**THE PROBLEM:** Your answer should be one number: how many lines below have the word "sans".

**RECORDS TO PROCESS:**
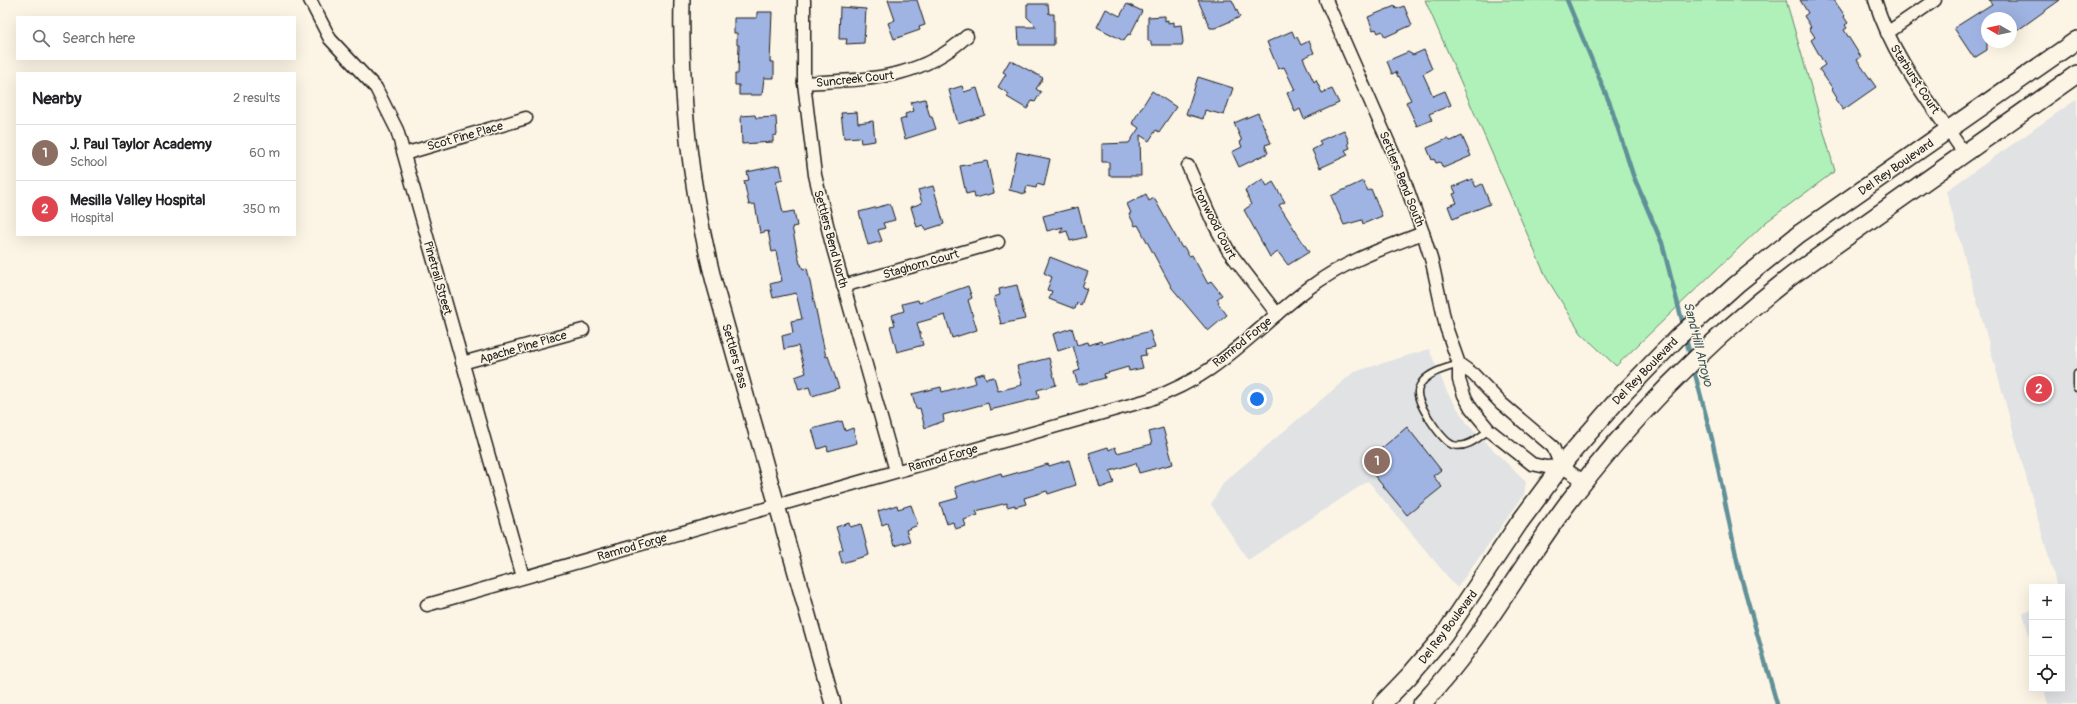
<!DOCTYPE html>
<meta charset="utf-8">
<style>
:root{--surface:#fff;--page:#f6f6f6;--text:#202124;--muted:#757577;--line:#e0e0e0;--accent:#1f6fb2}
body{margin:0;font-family:Pangolin,sans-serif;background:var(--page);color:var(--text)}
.controls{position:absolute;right:12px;bottom:12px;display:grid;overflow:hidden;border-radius:0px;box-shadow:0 4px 16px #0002}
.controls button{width:36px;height:36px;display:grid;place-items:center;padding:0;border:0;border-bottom:1px solid var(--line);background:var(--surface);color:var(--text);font:20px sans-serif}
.compass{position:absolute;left:1981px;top:12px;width:36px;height:36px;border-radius:50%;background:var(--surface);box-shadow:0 4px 16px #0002;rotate:279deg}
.you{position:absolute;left:1257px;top:399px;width:14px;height:14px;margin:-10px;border:3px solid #fff;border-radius:50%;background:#1a73e8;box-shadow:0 0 0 6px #1a73e833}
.badge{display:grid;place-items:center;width:26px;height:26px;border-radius:50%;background:var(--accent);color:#fff;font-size:13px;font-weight:700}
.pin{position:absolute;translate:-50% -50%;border:2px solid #fff;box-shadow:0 1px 4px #0006}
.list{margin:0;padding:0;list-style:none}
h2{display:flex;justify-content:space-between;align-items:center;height:52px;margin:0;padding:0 16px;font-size:17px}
h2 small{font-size:13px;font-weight:400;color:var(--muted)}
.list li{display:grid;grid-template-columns:26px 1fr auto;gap:12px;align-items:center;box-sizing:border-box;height:56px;padding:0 16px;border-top:1px solid var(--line)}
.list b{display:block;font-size:15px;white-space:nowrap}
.list p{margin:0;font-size:13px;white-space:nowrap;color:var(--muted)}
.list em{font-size:13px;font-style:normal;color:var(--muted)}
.icon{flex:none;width:22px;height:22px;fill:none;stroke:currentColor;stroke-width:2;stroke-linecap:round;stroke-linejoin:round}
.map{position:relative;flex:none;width:2077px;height:704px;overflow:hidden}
.search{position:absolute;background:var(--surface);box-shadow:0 4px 16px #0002;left:16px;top:16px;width:280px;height:44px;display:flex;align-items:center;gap:10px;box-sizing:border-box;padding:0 14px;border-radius:0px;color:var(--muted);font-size:15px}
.panel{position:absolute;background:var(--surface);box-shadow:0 4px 16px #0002;left:16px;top:72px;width:280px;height:164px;border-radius:0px}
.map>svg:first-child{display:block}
</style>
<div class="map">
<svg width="2077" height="704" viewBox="0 0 2077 704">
<rect width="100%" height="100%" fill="#fcf5e5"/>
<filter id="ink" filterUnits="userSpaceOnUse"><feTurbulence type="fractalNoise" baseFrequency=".025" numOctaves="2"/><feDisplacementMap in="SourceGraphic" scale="8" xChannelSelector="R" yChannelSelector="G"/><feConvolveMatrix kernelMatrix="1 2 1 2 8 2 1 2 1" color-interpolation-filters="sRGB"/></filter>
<g filter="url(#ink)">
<g fill="#e0e2e4">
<polygon points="2077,99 2077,704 2048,704 2044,689 2062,689 2062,587 2057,587 1946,191"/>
<polygon points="1429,349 1447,392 1469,426 1526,482 1524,495 1457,588 1368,481 1248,560 1211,504 1224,482 1354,372"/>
<polygon points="2032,610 2032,646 2023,613"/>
</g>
<polygon fill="#b0f1b9" stroke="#66866a" points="1425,0 1786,0 1835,171 1766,222 1616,366 1581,333 1546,277"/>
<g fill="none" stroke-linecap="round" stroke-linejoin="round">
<g stroke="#609098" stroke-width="4.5">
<polyline points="1567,0 1610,104 1633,175 1662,243 1684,328"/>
<polyline points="1685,335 1691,359"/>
<polyline points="1693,366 1712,439 1739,570 1777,704"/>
</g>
</g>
<g fill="#a0b4e3" stroke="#1c1c1c">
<polygon points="888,0 917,0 925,25 919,27 920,30 894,39 888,23 895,20"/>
<polygon points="1198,0 1232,0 1240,17 1215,28 1210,28"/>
<polygon points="1800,0 1834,0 1845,16 1844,17 1848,23 1845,25 1847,28 1844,30 1861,57 1857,60 1876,87 1843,110 1835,99 1837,98 1832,90 1833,89 1819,69 1825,65 1811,40 1815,37 1809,28 1811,27 1804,16 1808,13"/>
<polygon points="1989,0 2060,0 2011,35 2011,18 1987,18 1987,50 1974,58 1954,28 1992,4"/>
<polygon points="1027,4 1048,4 1049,14 1054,14 1054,45 1019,45 1018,27 1037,27 1027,17"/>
<polygon points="1127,4 1142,11 1130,35 1128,34 1124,41 1097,27 1106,9 1120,16"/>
<polygon points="1395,6 1396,9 1404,6 1412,25 1385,37 1382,31 1378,33 1376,29 1373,30 1368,17"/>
<polygon points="840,7 866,9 864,43 846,44 847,39 839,39"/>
<polygon points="757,12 772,12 770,62 774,62 774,78 764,78 762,95 739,95 739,85 735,85 735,74 738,74 739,45 737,45 737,33 734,33 734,18 757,18"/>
<polygon points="1165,16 1165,21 1168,20 1168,23 1174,22 1174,26 1181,25 1183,42 1182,45 1151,45 1151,41 1148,41 1148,17"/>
<polygon points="1292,31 1295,38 1297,37 1301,45 1309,41 1314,53 1303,58 1314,82 1316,80 1322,93 1332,89 1339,103 1304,119 1300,109 1295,112 1287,93 1295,90 1284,67 1278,69 1267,42"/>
<polygon points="1424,50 1432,69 1423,74 1433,96 1445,91 1451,105 1429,114 1432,120 1417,126 1406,102 1411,100 1399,76 1398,77 1396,72 1392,74 1387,61 1408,52 1413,55"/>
<polygon points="1010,60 1043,78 1036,89 1041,92 1035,102 1032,101 1027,109 1007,97 1009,94 998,87 1006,74 1003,72"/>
<polygon points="1198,77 1233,88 1224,115 1205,110 1203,119 1186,114"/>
<polygon points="962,86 964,92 977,88 985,115 958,124 949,90"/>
<polygon points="1152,91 1176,107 1159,132 1156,130 1149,141 1140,135 1141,176 1109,176 1109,162 1102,162 1102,144 1129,143 1139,128 1132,123"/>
<polygon points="925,99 930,117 932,117 936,129 905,139 900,120 906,118 905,114 914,111 911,102"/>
<polygon points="857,112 858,123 873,121 875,141 861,143 860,137 844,138 841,113"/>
<polygon points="1258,113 1271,143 1265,145 1268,153 1239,167 1232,152 1242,147 1240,142 1242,141 1234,123"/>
<polygon points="755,115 756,118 776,117 777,135 773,136 773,142 742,144 741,116"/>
<polygon points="1344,130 1349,142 1348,143 1350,148 1345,150 1348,155 1320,168 1312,150 1321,145 1319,141"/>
<polygon points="1462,136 1471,156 1443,168 1440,162 1436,163 1434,159 1432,160 1427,148 1447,139 1451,141"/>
<polygon points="1017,152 1050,159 1044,186 1037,184 1036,188 1027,186 1025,194 1009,190"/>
<polygon points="987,161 994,193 975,198 974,192 966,194 960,166"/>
<polygon points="780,165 783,179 776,181 783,213 794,211 797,226 792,227 800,264 801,264 803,269 807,268 826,357 828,356 839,388 812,396 809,387 799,390 795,377 806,373 798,346 784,349 782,336 793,333 791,321 802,319 796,293 773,298 770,284 782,281 776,251 772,252 768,231 760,233 755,204 749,205 744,181 749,180 747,172"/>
<polygon points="1263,179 1267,186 1273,182 1285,202 1279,205 1309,252 1288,265 1278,252 1270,257 1244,210 1251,205 1245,190"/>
<polygon points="1472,179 1476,187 1482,184 1490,204 1453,219 1448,206 1457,203 1453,194 1456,193 1453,187"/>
<polygon points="1363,181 1368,191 1371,189 1382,216 1363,224 1362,220 1344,225 1331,196"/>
<polygon points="933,186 944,224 925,230 923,225 917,227 911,207 922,203 918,190"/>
<polygon points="1146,194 1149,201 1154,198 1182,248 1184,247 1189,256 1192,255 1208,284 1211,281 1222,295 1217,299 1219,302 1218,303 1227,315 1208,331 1172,288 1138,225 1135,226 1129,214 1131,213 1127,204"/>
<polygon points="890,204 895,220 883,223 885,228 878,230 882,241 868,245 859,212"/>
<polygon points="1078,207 1086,237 1070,241 1067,231 1060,233 1063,227 1047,231 1043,216"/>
<polygon points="1050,257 1088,272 1082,287 1087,289 1081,305 1077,303 1075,309 1049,299 1052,291 1047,290 1052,277 1044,273"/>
<polygon points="1017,285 1025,319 1001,324 994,297 1000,295 999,289"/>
<polygon points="968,286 972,298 968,300 977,330 952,338 945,315 917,323 923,345 897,352 890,326 895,325 892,315 904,311 902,304 918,300 919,303"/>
<polygon points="1072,328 1077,345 1088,342 1089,345 1101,341 1102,344 1150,331 1155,348 1145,350 1146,355 1140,356 1143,368 1129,371 1128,367 1104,374 1105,378 1078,385 1074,372 1080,370 1073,346 1058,351 1053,334"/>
<polygon points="1049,358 1056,385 1037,390 1039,398 990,410 988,403 943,415 944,421 925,428 920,408 916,409 912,394 941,387 942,392 976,383 974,376 984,373 986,379 994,377 998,391 1022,385 1017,366"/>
<polygon points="842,421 845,431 853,428 857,443 828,451 827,446 818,449 812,429"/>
<polygon points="1407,427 1441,470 1433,476 1442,487 1407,515 1364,463"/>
<polygon points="1163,428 1173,464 1139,473 1136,463 1110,471 1114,483 1100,488 1089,453 1108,447 1109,450 1115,447 1117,453 1152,444 1149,432"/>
<polygon points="1069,460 1076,485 1048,494 1047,491 1024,498 1026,504 1015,507 1015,505 1007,507 1007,503 976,511 978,515 964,520 966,526 955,529 953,522 947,524 940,503 958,498 955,487 1001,473 1002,477 1048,464 1049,466"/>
<polygon points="897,505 898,509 911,505 918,525 906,530 910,541 894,546 887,523 882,525 878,511"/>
<polygon points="849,523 850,527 861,524 869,555 842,563 839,551 843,549 836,527"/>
</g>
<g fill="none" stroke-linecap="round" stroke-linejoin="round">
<g stroke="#1c1c1c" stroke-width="9">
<g id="service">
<path d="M1459,364C1447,368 1432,371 1423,381C1421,383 1418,389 1418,392C1417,404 1442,441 1453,445C1467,449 1479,437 1489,430"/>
<polyline points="2077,374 2077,388"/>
</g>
</g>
<g stroke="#1c1c1c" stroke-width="15">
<g id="minor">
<polyline points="310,0 330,39 376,88 397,130 523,577"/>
<polyline points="804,0 804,83 815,175 831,241 896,471"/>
<polyline points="1326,0 1401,171 1423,233 1432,262 1446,327 1459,364 1459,380 1464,395 1471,408 1489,430 1532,464 1546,467 1561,466 1585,482"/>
<path d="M1875,0C1892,57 1931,104 1964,153"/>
<polyline points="1887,33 1935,0"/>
<path d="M804,83C867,79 918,81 967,36"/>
<polyline points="404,154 526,118"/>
<polyline points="1188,166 1212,220 1228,250 1277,314"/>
<polyline points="843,286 998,242"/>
<polyline points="462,363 583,330"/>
<polyline points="1459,364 1473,374 1501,403 1553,447 1561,466"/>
<path d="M427,605L1148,400C1170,392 1191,382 1210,369C1245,345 1275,313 1309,288C1343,262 1384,248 1423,233"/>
</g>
</g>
<g stroke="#1c1c1c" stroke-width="18">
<path id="tertiary" d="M682,0C680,98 690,187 714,282L833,704"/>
</g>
<g stroke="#1c1c1c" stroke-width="20">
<g id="secondary">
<polyline points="1382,704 1409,676 1444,635 1519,523 1568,457 1620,397 1677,338 1737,284 1799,234 2077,40"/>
<path d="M1422,704C1479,644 1518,570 1567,504C1632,417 1709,340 1794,274L2077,74"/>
</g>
</g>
<use href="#service" stroke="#fcf5e5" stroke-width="6"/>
<use href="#minor" stroke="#fcf5e5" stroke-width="12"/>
<use href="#tertiary" stroke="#fcf5e5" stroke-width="15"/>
<use href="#secondary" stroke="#fcf5e5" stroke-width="17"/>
</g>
</g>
<g text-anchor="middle" stroke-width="3" stroke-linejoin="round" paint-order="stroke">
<g font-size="12" fill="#1c1c1c" stroke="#fcf5e5">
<text transform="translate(855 79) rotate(-6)" y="4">Suncreek Court</text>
<text transform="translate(1915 79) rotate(57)" y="4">Starburst Court</text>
<text transform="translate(465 136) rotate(-16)" y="4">Scot Pine Place</text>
<text transform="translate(1896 167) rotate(-35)" y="4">Del Rey Boulevard</text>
<text transform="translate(1402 179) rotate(68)" y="4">Settlers Bend South</text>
<text transform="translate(1215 223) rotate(63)" y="4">Ironwood Court</text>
<text transform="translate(831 239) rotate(75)" y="4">Settlers Bend North</text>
<text transform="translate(921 264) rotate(-16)" y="4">Staghorn Court</text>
<text transform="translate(438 278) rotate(74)" y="4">Pinetrail Street</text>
<text transform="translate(1242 342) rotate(-39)" y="4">Ramrod Forge</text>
<text transform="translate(523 347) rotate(-16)" y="4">Apache Pine Place</text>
<text transform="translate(735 356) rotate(74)" y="4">Settlers Pass</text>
<text transform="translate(1645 371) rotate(-46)" y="4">Del Rey Boulevard</text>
<text transform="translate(943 458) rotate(-16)" y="4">Ramrod Forge</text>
<text transform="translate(632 547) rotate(-16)" y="4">Ramrod Forge</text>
<text transform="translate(1448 627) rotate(-53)" y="4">Del Rey Boulevard</text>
</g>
<g font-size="13" font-style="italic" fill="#3e565a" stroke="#fcf5e5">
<text transform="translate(1699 344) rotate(76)" y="5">Sand Hill Arroyo</text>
</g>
</g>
</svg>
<div class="controls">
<button>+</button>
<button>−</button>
<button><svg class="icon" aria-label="locate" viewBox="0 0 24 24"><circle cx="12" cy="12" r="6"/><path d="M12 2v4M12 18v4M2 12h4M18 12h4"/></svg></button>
</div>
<svg class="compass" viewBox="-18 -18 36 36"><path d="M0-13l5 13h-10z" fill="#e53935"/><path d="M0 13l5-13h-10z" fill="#757577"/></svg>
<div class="you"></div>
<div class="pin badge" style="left:1377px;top:461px;background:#8d6e63">1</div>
<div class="pin badge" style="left:2039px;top:389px;background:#e0444e">2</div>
<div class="search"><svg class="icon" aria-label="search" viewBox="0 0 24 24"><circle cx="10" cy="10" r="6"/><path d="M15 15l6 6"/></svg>Search here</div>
<section class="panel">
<h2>Nearby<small>2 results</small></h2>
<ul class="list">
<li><span class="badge" style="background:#8d6e63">1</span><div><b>J. Paul Taylor Academy</b><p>School</p></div><em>60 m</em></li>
<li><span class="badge" style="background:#e0444e">2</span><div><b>Mesilla Valley Hospital</b><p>Hospital</p></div><em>350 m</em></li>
</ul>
</section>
</div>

**SOLUTION FOR THIS PROBLEM:** 2